The road turned around a willow so huge it seemed to be a small grove rather than a single tree. The road turned and we found ourselves looking at a gate.

It was very pretty. An arch formed out of rose bushes rose very high over the road. It would be just high enough for the beet wagon to squeeze under when it caught up to us. The arch was anchored on either side of the road by a stout stone wall. The wall extended maybe a hundred feet to left and right and ended in a round stone tower two dozen feet tall, give or take. More roses adorned the top of the wall.

"That's pretty with all the roses," April said. "Kind of looks like what you'd expect the entrance to Fairy Land to be, huh?"

"It's not about the roses," I said. "It's about the thorns. Try going over that wall it'd be like barbed wire. And see on either side, out past the towers, more bushes of different types. I'm betting on more thorns. See the way the ground rises sharply? Someone wants to avoid this gate they're going up a steep hill into dense thorn bushes and with that tower looking down at them the whole time."

We approached the gate cautiously, but without looking guilty or like we were worried. Senna's warning about little people who survived in a land of giants was fresh in my memory. And if I had forgotten it this beautiful-yet-serious gate would have reminded me.

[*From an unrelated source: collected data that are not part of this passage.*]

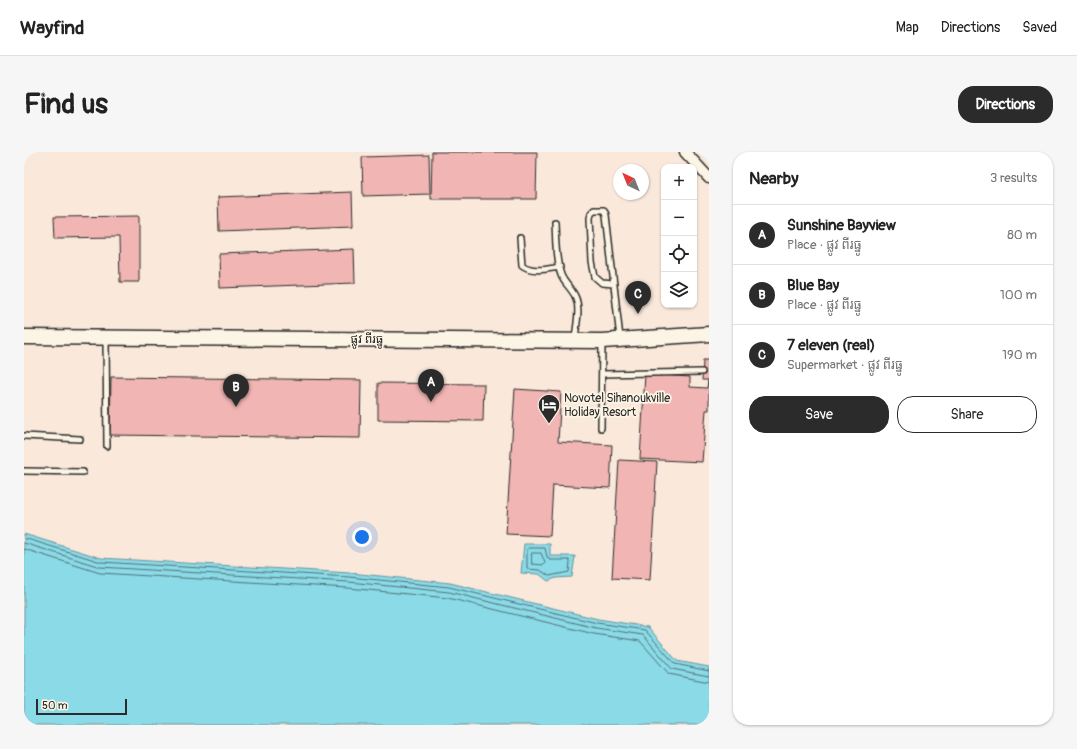 <!DOCTYPE html>
<meta charset="utf-8">
<style>
:root{--surface:#fff;--page:#f6f6f6;--text:#222;--muted:#767676;--line:#e0e0e0;--accent:#2b2b2b}
body{margin:0;font-family:Pangolin,"Noto Sans Khmer",sans-serif;background:var(--page);color:var(--text)}
.controls{position:absolute;right:12px;top:12px;display:grid;overflow:hidden;border-radius:8px;box-shadow:0 1px 3px #0004}
.controls button{width:36px;height:36px;display:grid;place-items:center;padding:0;border:0;border-bottom:1px solid var(--line);background:var(--surface);color:var(--text);font:20px sans-serif}
.compass{position:absolute;left:589px;top:12px;width:36px;height:36px;border-radius:50%;background:var(--surface);box-shadow:0 1px 3px #0004;rotate:317deg}
.scale{position:absolute;left:12px;bottom:10px;width:91px;box-sizing:border-box;padding-left:4px;border:2px solid #2b2b2b;border-top:0;font-size:11px;line-height:14px;white-space:nowrap;color:#2b2b2b;-webkit-text-stroke:3px #fcf5e5;paint-order:stroke}
.you{position:absolute;left:338px;top:385px;width:14px;height:14px;margin:-10px;border:3px solid #fff;border-radius:50%;background:#1a73e8;box-shadow:0 0 0 6px #1a73e833}
.badge{display:grid;place-items:center;width:26px;height:26px;border-radius:50%;background:var(--accent);color:#fff;font-size:13px;font-weight:700}
.pin{position:absolute;translate:-50% -33px;filter:drop-shadow(0 1px 2px #0008)}
.pin::after{content:'';position:absolute;top:21px;width:14px;height:12px;background:inherit;clip-path:polygon(0 0,100% 0,50% 100%)}
.list{margin:0;padding:0;list-style:none}
h2{display:flex;justify-content:space-between;align-items:center;height:52px;margin:0;padding:0 16px;font-size:17px}
h2 small{font-size:13px;font-weight:400;color:var(--muted)}
.list li{display:grid;grid-template-columns:26px 1fr auto;gap:12px;align-items:center;box-sizing:border-box;height:60px;padding:0 16px;border-top:1px solid var(--line)}
.list b{display:block;font-size:15px;white-space:nowrap}
.list p{margin:0;font-size:13px;white-space:nowrap;color:var(--muted)}
.list em{font-size:13px;font-style:normal;color:var(--muted)}
.actions{display:flex;gap:8px;padding:12px 16px}
.actions a{flex:1;padding:9px 0;border:1px solid var(--accent);border-radius:16px;text-align:center;font-size:14px;color:var(--accent)}
.actions .main{background:var(--accent);color:#fff}
.icon{flex:none;width:22px;height:22px;fill:none;stroke:currentColor;stroke-width:2;stroke-linecap:round;stroke-linejoin:round}
.map{position:relative;flex:none;width:685px;height:573px;overflow:hidden;border-radius:16px}
header{display:flex;align-items:center;gap:24px;box-sizing:border-box;height:56px;padding:0 20px;background:var(--surface);border-bottom:1px solid var(--line)}
header strong{font-size:19px}
nav{display:flex;gap:22px;margin-inline-start:auto;font-size:14px}
.intro{display:flex;align-items:center;justify-content:space-between;box-sizing:border-box;height:96px;padding:0 24px}
h1{margin:0;font-size:28px}
.button{padding:10px 18px;border-radius:16px;background:var(--accent);color:#fff;font-size:14px;font-weight:700}
main{display:flex;gap:24px;padding:0 24px}
aside{flex:1;background:var(--surface);border-radius:16px;box-shadow:0 1px 3px #0004}
.map>svg:first-child{display:block}
.water{fill:#8adae7;stroke:#64949c}
.lines{fill:none;stroke-linecap:round;stroke-linejoin:round}
.shore{stroke:#517176;stroke-width:1}
.building{fill:#f1b5b3;stroke:#2b2b2b}
.service-casing{stroke:#2b2b2b;stroke-width:8}
.minor-casing{stroke:#2b2b2b;stroke-width:13}
.secondary-casing{stroke:#2b2b2b;stroke-width:17}
.service{stroke:#fcf5e5;stroke-width:5}
.minor{stroke:#fcf5e5;stroke-width:10}
.secondary{stroke:#fcf5e5;stroke-width:14}
.labels{text-anchor:middle;dominant-baseline:central;stroke-width:3.5;stroke-linejoin:round;paint-order:stroke}
.street-label{font-size:12px;fill:#2b2b2b;stroke:#fcf5e5}
.poi-label{font-size:12px;fill:#2b2b2b;stroke:#fcf5e5;text-anchor:start}
</style>
<header>
<strong>Wayfind</strong>
<nav><a>Map</a><a>Directions</a><a>Saved</a></nav>
</header>
<div class="intro"><h1>Find us</h1><a class="button">Directions</a></div>
<main>
<div class="map">
<svg width="685" height="573" viewBox="0 0 685 573">
<rect width="100%" height="100%" fill="#fae8db"/>
<filter id="ink" filterUnits="userSpaceOnUse"><feTurbulence type="fractalNoise" baseFrequency=".025" numOctaves="2"/><feDisplacementMap in="SourceGraphic" scale="8" xChannelSelector="R" yChannelSelector="G"/><feConvolveMatrix kernelMatrix="1 2 1 2 8 2 1 2 1" color-interpolation-filters="sRGB"/></filter>
<g filter="url(#ink)">
<path class="water" d="M0,382L77,406L326,421L426,431L574,467L624,475L653,509L685,515V573H0Z
M500,392H526V404H551L548,425L532,426L524,429L515,422L497,421Z"/>
<g class="lines">
<path class="shore" d="M0,386L77,410L325,425L425,435L573,471L621,478L651,512L685,519
M0,391L76,415L325,430L425,440L572,476L619,483L648,517L685,524
M505,396H521L523,405L526,408H545L546,410L545,420L525,424L516,418L503,417V397Z
M0,397L76,421L324,436L424,446L570,482L616,489L645,522L685,530
M508,401H517L521,411L520,413L508,412Z"/>
</g>
<path class="building" d="M408,0H513L512,47H407Z
M405,3L406,42L339,44L338,5Z
M328,40L329,74L195,79L194,45Z
M115,64V130H96L95,85L31,86L30,65Z
M330,97L331,131L196,136L195,102Z
M679,208H685V258H682L678,310L616,307L621,222L666,225V235L683,236L684,228H678Z
M87,225L337,228L336,286L86,283Z
M354,231L460,232L459,269L354,268Z
M491,237L537,240L534,290L588,293L586,336L529,333L526,384L482,382Z
M595,308L633,310L626,428L588,426Z"/>
<g class="lines">
<g class="service-casing">
<path id="service" d="M531,70C532,87 531,107 537,123C540,131 547,136 551,144C557,156 552,174 551,187
M496,86L498,113C508,121 523,117 536,115
M590,132L578,131L571,125L568,110L566,66L567,61L570,58H580L582,63L596,186
M82,186L83,294
M578,222L678,220
M577,276L578,189
M0,284L56,287
M0,319L59,320"/>
</g>
<g class="minor-casing">
<path id="minor" d="M661,0L685,26"/>
</g>
<g class="secondary-casing">
<path id="secondary" d="M0,185L578,189L685,182"/>
</g>
<use href="#service" class="service"/>
<use href="#minor" class="minor"/>
<use href="#secondary" class="secondary"/>
</g>
</g>
<defs>
<g id="hotel-pin" transform="scale(1.15)"><path d="M0 17L-7.5 6A9.5 9.5 0 1 1 7.5 6Z" fill="#2b2b2b" stroke="#fcf5e5"/><path d="M-6-4.5h1.5V1H6V5H4.5V3h-9V5H-6ZM-4 0a1.8 1.8 0 1 1 3.6 0ZM.5 0V-2.5h3Q6-2.5 6 0Z" fill="#fff"/></g>
</defs>
<g fill-rule="evenodd">
<use href="#hotel-pin" x="525" y="253"/>
</g>
<g class="labels">
<g class="street-label">
<text x="343" y="187">ផ្លូវ ពីរធ្នូ</text>
</g>
<g class="poi-label">
<text x="540" y="246">Novotel Sihanoukville<tspan x="540" dy="14">Holiday Resort</tspan></text>
</g>
</g>
</svg>
<div class="controls">
<button>+</button>
<button>−</button>
<button><svg class="icon" aria-label="locate" viewBox="0 0 24 24"><circle cx="12" cy="12" r="6"/><path d="M12 2v4M12 18v4M2 12h4M18 12h4"/></svg></button>
<button><svg class="icon" aria-label="layers" viewBox="0 0 24 24"><path d="M12 4l9 5-9 5-9-5zM3 14l9 5 9-5"/></svg></button>
</div>
<svg class="compass" viewBox="-18 -18 36 36"><path d="M0-13l5 13h-10z" fill="#e53935"/><path d="M0 13l5-13h-10z" fill="#767676"/></svg>
<div class="scale">50 m</div>
<div class="you"></div>
<div class="pin badge" style="left:407px;top:250px">A</div>
<div class="pin badge" style="left:212px;top:255px">B</div>
<div class="pin badge" style="left:614px;top:162px">C</div>
</div>
<aside>
<h2>Nearby<small>3 results</small></h2>
<ul class="list">
<li><span class="badge">A</span><div><b>Sunshine Bayview</b><p>Place · ផ្លូវ ពីរធ្នូ</p></div><em>80 m</em></li>
<li><span class="badge">B</span><div><b>Blue Bay</b><p>Place · ផ្លូវ ពីរធ្នូ</p></div><em>100 m</em></li>
<li><span class="badge">C</span><div><b>7 eleven (real)</b><p>Supermarket · ផ្លូវ ពីរធ្នូ</p></div><em>190 m</em></li>
</ul>
<div class="actions"><a class="main">Save</a><a>Share</a></div>
</aside>
</main>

A small person lounged beside the gate, tipped back on a chair. He was smoking a long pipe. He wore a bright red cap, a bright green tunic and soft shoes that ended in curled, pointed toes. He was approximately the same size as a dwarf but built in more nearly human proportions. His legs were perhaps a bit short for his body, but other than that he could have been a seven-year old with an old man's wrinkled, good-natured face.

As he spotted us he lifted his cap in greeting. Smiled around his pipe. Winked a blue eye.

"It's like right out of a fairy story," April marveled. "My great-grandmother, may she rest in peace, she was from Ireland, she'd tell stories about the leprechauns. They were just like that! Exactly. It's exactly the image I had in my mind from when I was little."

"Top 'o the afternoon to ye, then, good folk," the leprechaun said. "And ladies, sure your loveliness pales the most beautiful rose on the bush. It does, it does, an' no mistake."

"Hello," I said. "We're looking for Fairy Land. I guess we're there, huh?" It was hard to feel very worried under the circumstances.

"You've found it, then, so ye have. Aye, you've found us out. How is it we can help you, good sir?"

"Well, we're traveling minstrels. We're looking to find a place to put on a show."

The leprechaun smiled. "Minstrels are ye? Ah, then that's something, eh? Minstrels. Have you happened to notice as you walked along the road, I say have you happened to notice that from time to time you came upon, perhaps even stepped in, a steaming great pile of manure?"

I nodded, grinning, couldn't help myself. He was cute. And I don't use the word cute.

"Did you notice that, then?" The leprechaun grinned right back at me. Suddenly the smile evaporated. "Then you know what I think of your story of being minstrels. It's a steaming great pile of manure."